Bugzilla – Bug 113234
SCSI driver atp870u: fatal I/O ERRORS
Last modified: 2005-09-01 09:34:26 UTC
The combination of ACARD AEC-67160 SCSI host and hard disk: QUANTUM ATLAS10K2-TY184L (driver: atp870u V2.6+ac) does not work anymore with SUSE 10.0 beta3 (error msgs attached). Verified both on my workstation (Dell Precision WS340) and a new HP ProLiant ML310 G2. Immediately afterwards, the SCSI host and disk did a good bonnie test under the SuSE 9.0 update kernel 2.4.21-266, so it's not the fault of the hardware. Going to attach the error messages I get upon the first attempt to access the disk during SUSE 10.0b3 installation...
Created attachment 47722 [details] /var/log/boot.msg of SUSE 10.0b3 installation boot.msg is intended to document the normal boot process. No error messages yet in here.
Created attachment 47723 [details] dmesg output upon the SCSI I/O ERRORS This is the collection of error msgs issued by the atp870u driver. It coincided with the first mkfs attempt on a /dev/sda partition. Needless to say the installation got stuck here.
I could attempt to start a SUSE 9.1 or 9.3 installation on this hardware in order to narrow down the moment it wouldn't work anymore. If you're interested please say so. Ditto for more logs (hwinfo etc.).
Jens, any idea?
Klaus, if you could try 9.1 through 9.3 it would be very helpful.
Tested on the HP ProLiant ML310 G2: all is well with 9.1: installation kernel 2.6.4-52 9.3: installation kernel 2.6.11.4-20a In each case I copied a few hundred MB from the installation medium to the hard disk in question without encountering any problems or error msgs. On the other hand, with 10.0b3, not even the "Installation -- safe settings" kernel parameters (acpi=off barrier=off ... ) don't prevent messages as attached in comment #2 and the subsequent hang.
(sorry, forgot to tag previous comment as "provides needed info")
Raising severity to "critical" after consulting QA (taking also into account the up-coming SLES SP3).
SP3 is not affected, this looks like a bug introduced in 2.6.12 or 2.6.13. I'm attaching a patch for testing,
Created attachment 48308 [details] Remove the huge diff from 2.6.12 2.6.12 introduced support for a new card, lets test if it broke the older card in the process.
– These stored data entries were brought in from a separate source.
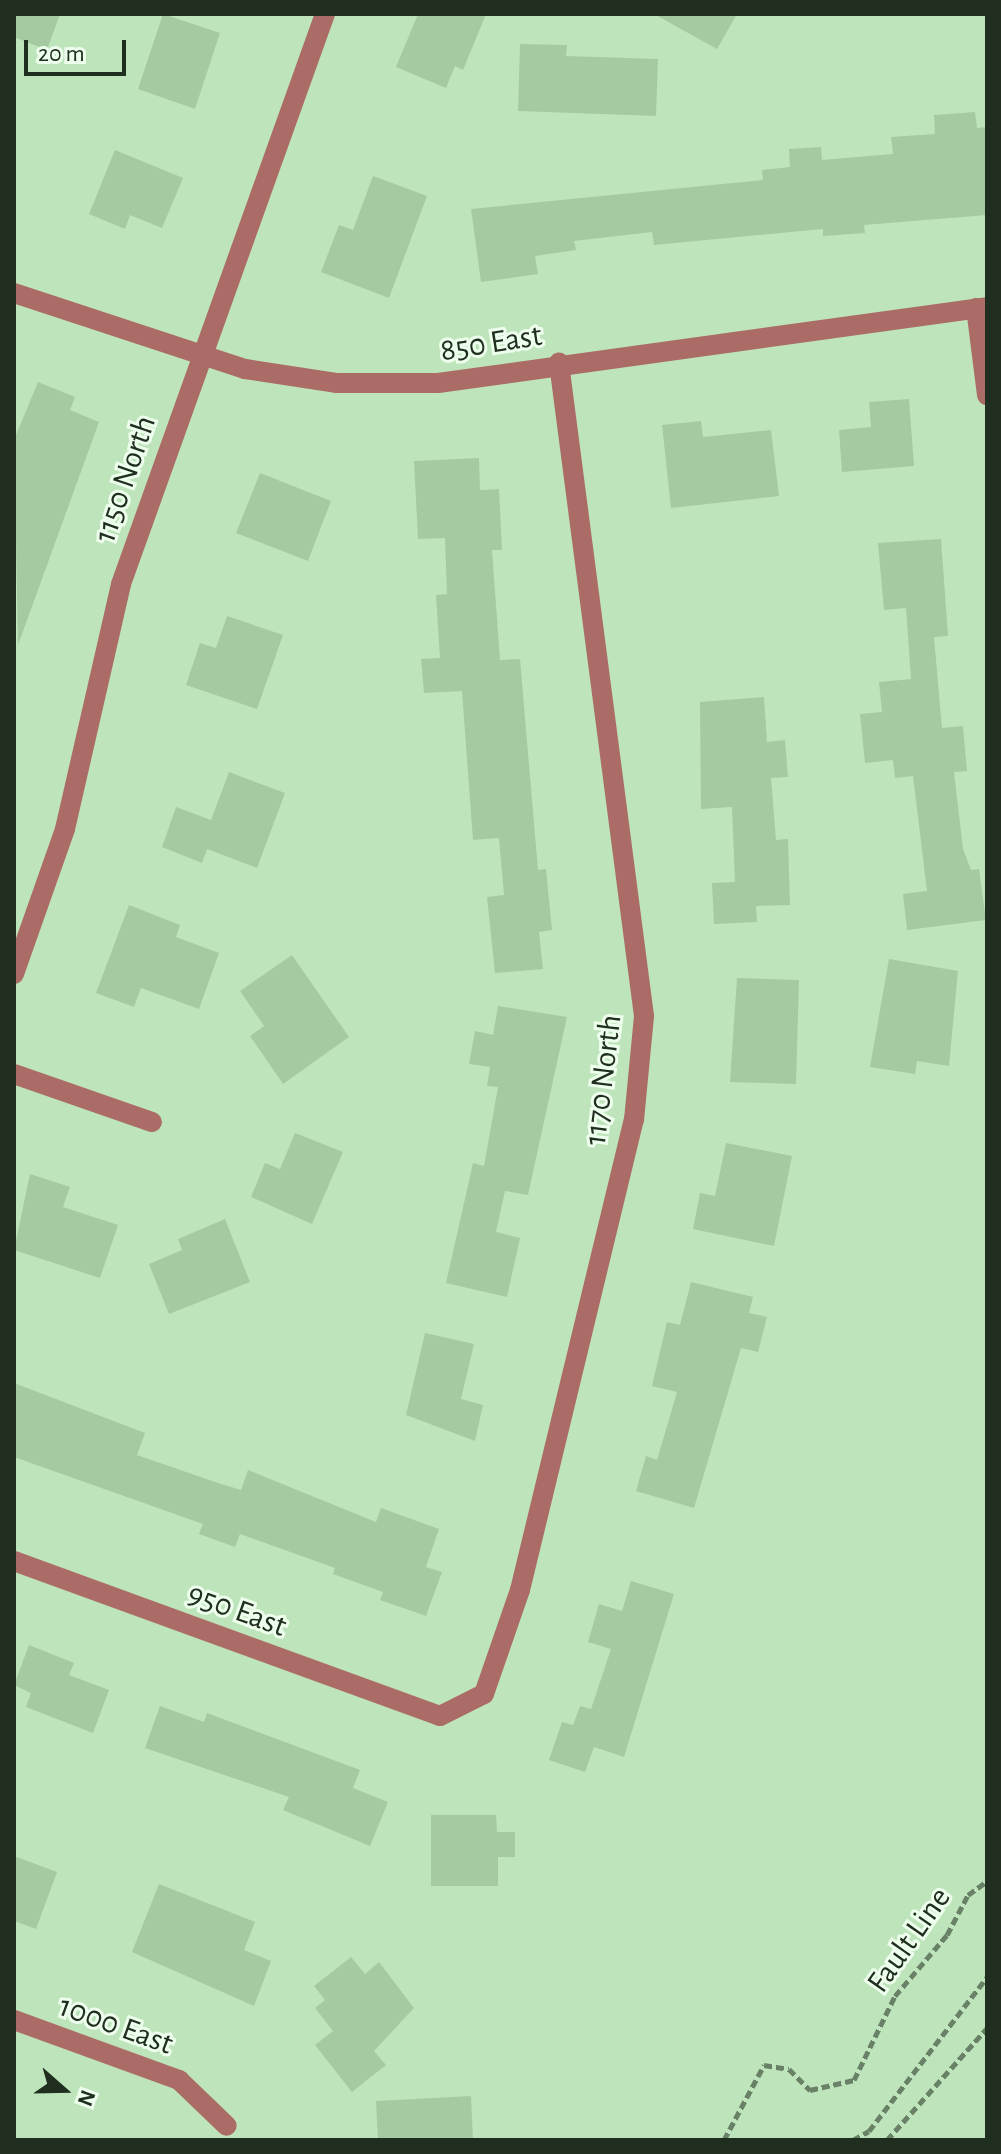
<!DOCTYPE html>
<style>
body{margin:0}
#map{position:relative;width:1001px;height:2154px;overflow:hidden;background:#bee4bb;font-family:"Alegreya Sans",sans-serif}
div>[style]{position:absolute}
.building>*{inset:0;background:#a5caa2}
.path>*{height:5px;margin-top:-2.5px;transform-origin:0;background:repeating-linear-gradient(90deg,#698267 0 8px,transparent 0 12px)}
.minor>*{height:20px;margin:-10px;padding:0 10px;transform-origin:10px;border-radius:10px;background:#ab6c68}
span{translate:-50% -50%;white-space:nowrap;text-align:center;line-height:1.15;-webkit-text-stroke:6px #eefeed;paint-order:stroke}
.street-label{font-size:32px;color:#202e1f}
.frame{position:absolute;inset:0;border:16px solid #202e1f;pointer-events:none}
.north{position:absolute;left:24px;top:2050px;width:80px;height:80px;-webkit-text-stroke:6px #eefeed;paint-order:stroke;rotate:110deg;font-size:22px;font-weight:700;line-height:32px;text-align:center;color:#202e1f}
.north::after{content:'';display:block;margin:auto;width:28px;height:36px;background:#202e1f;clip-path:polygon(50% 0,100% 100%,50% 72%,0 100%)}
.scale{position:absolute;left:24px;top:40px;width:102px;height:36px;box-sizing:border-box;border:4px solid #202e1f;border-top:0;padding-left:10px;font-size:24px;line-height:28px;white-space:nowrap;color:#202e1f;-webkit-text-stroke:6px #eefeed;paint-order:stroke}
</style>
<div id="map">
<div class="building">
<div style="clip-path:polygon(14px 14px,60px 14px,47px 50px,14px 37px)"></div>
<div style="clip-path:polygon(163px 14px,220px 33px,195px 109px,138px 89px)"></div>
<div style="clip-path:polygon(418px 14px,486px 14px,463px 70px,455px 66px,446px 88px,396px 67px)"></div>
<div style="clip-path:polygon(654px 14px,737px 14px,717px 49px)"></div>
<div style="clip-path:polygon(520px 44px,567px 45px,566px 56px,658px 59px,656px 116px,518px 111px)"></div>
<div style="clip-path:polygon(975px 112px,977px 128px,987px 127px,987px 215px,864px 225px,865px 233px,823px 236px,823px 229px,654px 245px,652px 232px,574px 241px,576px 250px,535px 256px,538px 274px,481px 282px,471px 209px,763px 180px,762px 170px,790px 167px,789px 149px,821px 147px,822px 160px,893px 154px,891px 137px,935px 134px,934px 115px)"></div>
<div style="clip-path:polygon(115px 150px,183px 178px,162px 228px,130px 215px,125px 229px,89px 214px)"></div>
<div style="clip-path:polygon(373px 176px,427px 196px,389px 298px,321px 272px,339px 225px,353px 230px)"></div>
<div style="clip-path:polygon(38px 382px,75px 397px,70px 410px,99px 422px,18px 645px,14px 440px)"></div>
<div style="clip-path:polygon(909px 399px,914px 466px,842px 472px,839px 430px,871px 427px,869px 402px)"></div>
<div style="clip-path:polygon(701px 421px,703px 437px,771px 430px,779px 496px,671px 508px,662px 425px)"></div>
<div style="clip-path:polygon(479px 458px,480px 490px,499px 489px,502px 550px,492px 550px,500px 660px,520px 659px,538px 870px,546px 869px,552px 930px,539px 932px,543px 969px,495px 973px,487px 897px,504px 895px,499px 838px,473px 840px,462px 691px,424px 693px,421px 659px,440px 658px,436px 595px,447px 594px,445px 538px,418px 539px,414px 461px)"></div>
<div style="clip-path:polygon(260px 473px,331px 501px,308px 561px,236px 533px)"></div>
<div style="clip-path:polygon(941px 539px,948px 636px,934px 637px,942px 728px,963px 726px,967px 771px,954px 772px,963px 849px,971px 870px,979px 869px,986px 920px,907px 930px,903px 894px,927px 891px,913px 776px,895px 778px,893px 760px,865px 763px,860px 714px,882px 712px,879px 682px,911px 679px,906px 608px,884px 610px,878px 543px)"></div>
<div style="clip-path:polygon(227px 616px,283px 635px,257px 709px,186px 685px,200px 643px,216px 648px)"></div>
<div style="clip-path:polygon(764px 697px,767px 742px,785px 740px,788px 777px,771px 778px,776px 840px,788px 839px,790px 905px,756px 906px,757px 922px,714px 924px,712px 883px,735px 882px,732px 807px,701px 809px,700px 702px)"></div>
<div style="clip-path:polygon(229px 772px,285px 793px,257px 868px,207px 849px,202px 863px,162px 847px,176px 807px,211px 820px)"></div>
<div style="clip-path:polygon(129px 905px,180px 925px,176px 937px,219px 953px,199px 1009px,141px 988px,134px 1007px,96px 993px)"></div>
<div style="clip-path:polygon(292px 955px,349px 1037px,283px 1084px,250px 1036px,264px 1026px,240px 991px)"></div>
<div style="clip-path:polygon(889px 959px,958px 971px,949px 1066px,917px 1061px,915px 1074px,870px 1067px)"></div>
<div style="clip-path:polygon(737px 978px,799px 980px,796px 1084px,730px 1082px)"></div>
<div style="clip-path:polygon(498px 1006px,567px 1017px,528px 1195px,505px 1191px,496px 1232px,520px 1238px,507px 1297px,446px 1283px,473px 1163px,484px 1166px,498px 1087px,487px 1086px,490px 1067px,469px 1064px,475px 1031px,493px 1035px)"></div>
<div style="clip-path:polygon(295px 1133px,343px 1152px,312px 1224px,251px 1197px,265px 1163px,280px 1169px)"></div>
<div style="clip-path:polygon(726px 1143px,792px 1156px,774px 1246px,693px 1229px,700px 1193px,715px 1196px)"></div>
<div style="clip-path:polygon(30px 1174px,70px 1187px,63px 1207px,118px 1225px,100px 1278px,14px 1250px)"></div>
<div style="clip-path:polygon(225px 1219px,250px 1282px,169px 1314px,149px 1264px,182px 1250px,178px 1239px)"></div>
<div style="clip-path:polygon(691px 1282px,753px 1297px,749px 1313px,767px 1317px,758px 1352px,741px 1348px,694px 1508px,636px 1491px,646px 1456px,657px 1460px,677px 1392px,652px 1386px,667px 1322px,680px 1325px)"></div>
<div style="clip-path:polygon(425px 1333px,474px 1344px,461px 1399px,483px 1405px,475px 1441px,406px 1415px)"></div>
<div style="clip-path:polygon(14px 1383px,145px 1433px,137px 1455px,218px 1483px,241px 1490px,248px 1470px,376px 1522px,381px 1508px,439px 1529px,426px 1567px,442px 1572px,426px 1616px,380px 1600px,383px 1592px,333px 1574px,335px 1568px,240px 1534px,235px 1547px,199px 1534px,203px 1524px,14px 1457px)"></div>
<div style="clip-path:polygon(631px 1581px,674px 1594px,624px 1757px,594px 1747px,585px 1772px,549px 1760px,562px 1722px,573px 1725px,580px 1706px,591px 1709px,611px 1649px,588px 1642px,599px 1604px,622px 1611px)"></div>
<div style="clip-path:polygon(29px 1645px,74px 1663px,69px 1675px,109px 1690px,93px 1733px,26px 1707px,31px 1693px,14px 1685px)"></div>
<div style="clip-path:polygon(160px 1706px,204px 1722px,207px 1713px,360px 1770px,353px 1788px,388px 1802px,370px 1846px,283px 1810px,289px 1797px,145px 1748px)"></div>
<div style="clip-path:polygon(431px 1815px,496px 1815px,497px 1832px,515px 1832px,515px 1857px,498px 1857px,498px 1886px,431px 1886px)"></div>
<div style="clip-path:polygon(14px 1856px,57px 1872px,36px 1929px,14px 1921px)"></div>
<div style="clip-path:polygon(159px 1884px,255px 1922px,244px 1950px,271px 1961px,254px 2006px,132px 1952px)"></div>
<div style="clip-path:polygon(351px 1957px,365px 1974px,379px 1962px,414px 2008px,374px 2051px,386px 2065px,352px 2092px,315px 2045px,333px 2031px,315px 2008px,325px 2000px,314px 1986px)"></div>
<div style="clip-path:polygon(471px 2096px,473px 2140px,378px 2140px,376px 2101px)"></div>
</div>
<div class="path">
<div style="left:724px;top:2140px;width:85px;rotate:-61.9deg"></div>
<div style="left:764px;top:2065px;width:25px;rotate:9deg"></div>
<div style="left:789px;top:2069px;width:30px;rotate:45deg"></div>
<div style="left:810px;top:2090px;width:45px;rotate:-12.8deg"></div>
<div style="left:854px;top:2080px;width:93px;rotate:-64deg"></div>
<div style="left:895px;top:1996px;width:80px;rotate:-49.6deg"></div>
<div style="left:947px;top:1935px;width:45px;rotate:-62.3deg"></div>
<div style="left:968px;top:1895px;width:24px;rotate:-36deg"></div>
<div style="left:853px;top:2140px;width:18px;rotate:-29deg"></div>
<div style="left:869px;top:2131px;width:194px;rotate:-52.5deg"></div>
<div style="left:887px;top:2140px;width:150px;rotate:-48.2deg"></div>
</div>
<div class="minor">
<div style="left:14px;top:293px;width:243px;rotate:18.2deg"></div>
<div style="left:245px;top:369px;width:92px;rotate:8.7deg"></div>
<div style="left:336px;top:383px;width:102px"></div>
<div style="left:438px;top:383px;width:554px;rotate:-7.88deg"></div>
<div style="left:976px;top:308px;width:88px;rotate:82.8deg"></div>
<div style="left:14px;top:974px;width:154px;rotate:-70.6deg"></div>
<div style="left:65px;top:829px;width:251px;rotate:-77.1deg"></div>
<div style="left:121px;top:584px;width:605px;rotate:-70.31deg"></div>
<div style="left:14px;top:1074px;width:146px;rotate:19.2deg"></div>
<div style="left:14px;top:1561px;width:453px;rotate:20deg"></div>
<div style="left:440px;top:1716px;width:49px;rotate:-26.6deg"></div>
<div style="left:484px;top:1694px;width:110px;rotate:-70.9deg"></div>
<div style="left:520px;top:1590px;width:484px;rotate:-76.4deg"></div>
<div style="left:634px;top:1120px;width:104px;rotate:-84.5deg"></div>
<div style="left:644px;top:1016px;width:659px;rotate:-97.42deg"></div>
<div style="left:14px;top:2020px;width:176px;rotate:20deg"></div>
<div style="left:179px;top:2080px;width:66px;rotate:43.8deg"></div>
</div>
<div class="street-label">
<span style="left:491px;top:343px;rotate:-9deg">850 East</span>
<span style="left:125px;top:479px;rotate:-71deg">1150 North</span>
<span style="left:603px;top:1080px;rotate:-83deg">1170 North</span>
<span style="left:237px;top:1610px;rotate:20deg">950 East</span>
<span style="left:909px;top:1940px;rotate:-55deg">Fault Line</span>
<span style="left:116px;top:2025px;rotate:20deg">1000 East</span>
</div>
<div class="frame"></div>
<div class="north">N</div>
<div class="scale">20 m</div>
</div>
Please test a kernel with this applied!
OK, tested in the following way: - used kernel-source-2.6.13_rc6_git13-4 from SL 10.0b3 - patched drivers/scsi/atp870u.[ch] using patch from comment #10 - retrieved /proc/config.gz from running kernel 2.6.13-rc6-git13-4-default (from SL 10.0b3) - built the modules from drivers/scsi according to instructions in www.suse.de/~agruen/kernel-doc/; retrieved drivers/scsi/atp870u.ko - Started a new "manual" SL 10.0b3 installation on HP ProLiant ML310 G2 using mini-ISO CD ("manual" in order to avoid premature loading of new, bad atp870u driver which would mess things up immediately) - Loaded modules for SCSI (mptscsih) and Ethernet (tg3). - Started installation via ftp from dist.suse.de - As soon as the "Software Agreement Request" popped up (prior to HW detection and driver loading!): loaded patched atp870u.ko module manually. - Then "yes" to "Software Agreement Request". - Now YaST2 started, did HW detection, found all disks. - Selected again the disk connected to the AEC67160 for installation. _Result_: this time disk access works with no errors, installation is going smoothly (currently still in progress). I'll add more info about the AEC67160 SCSI controller in a moment...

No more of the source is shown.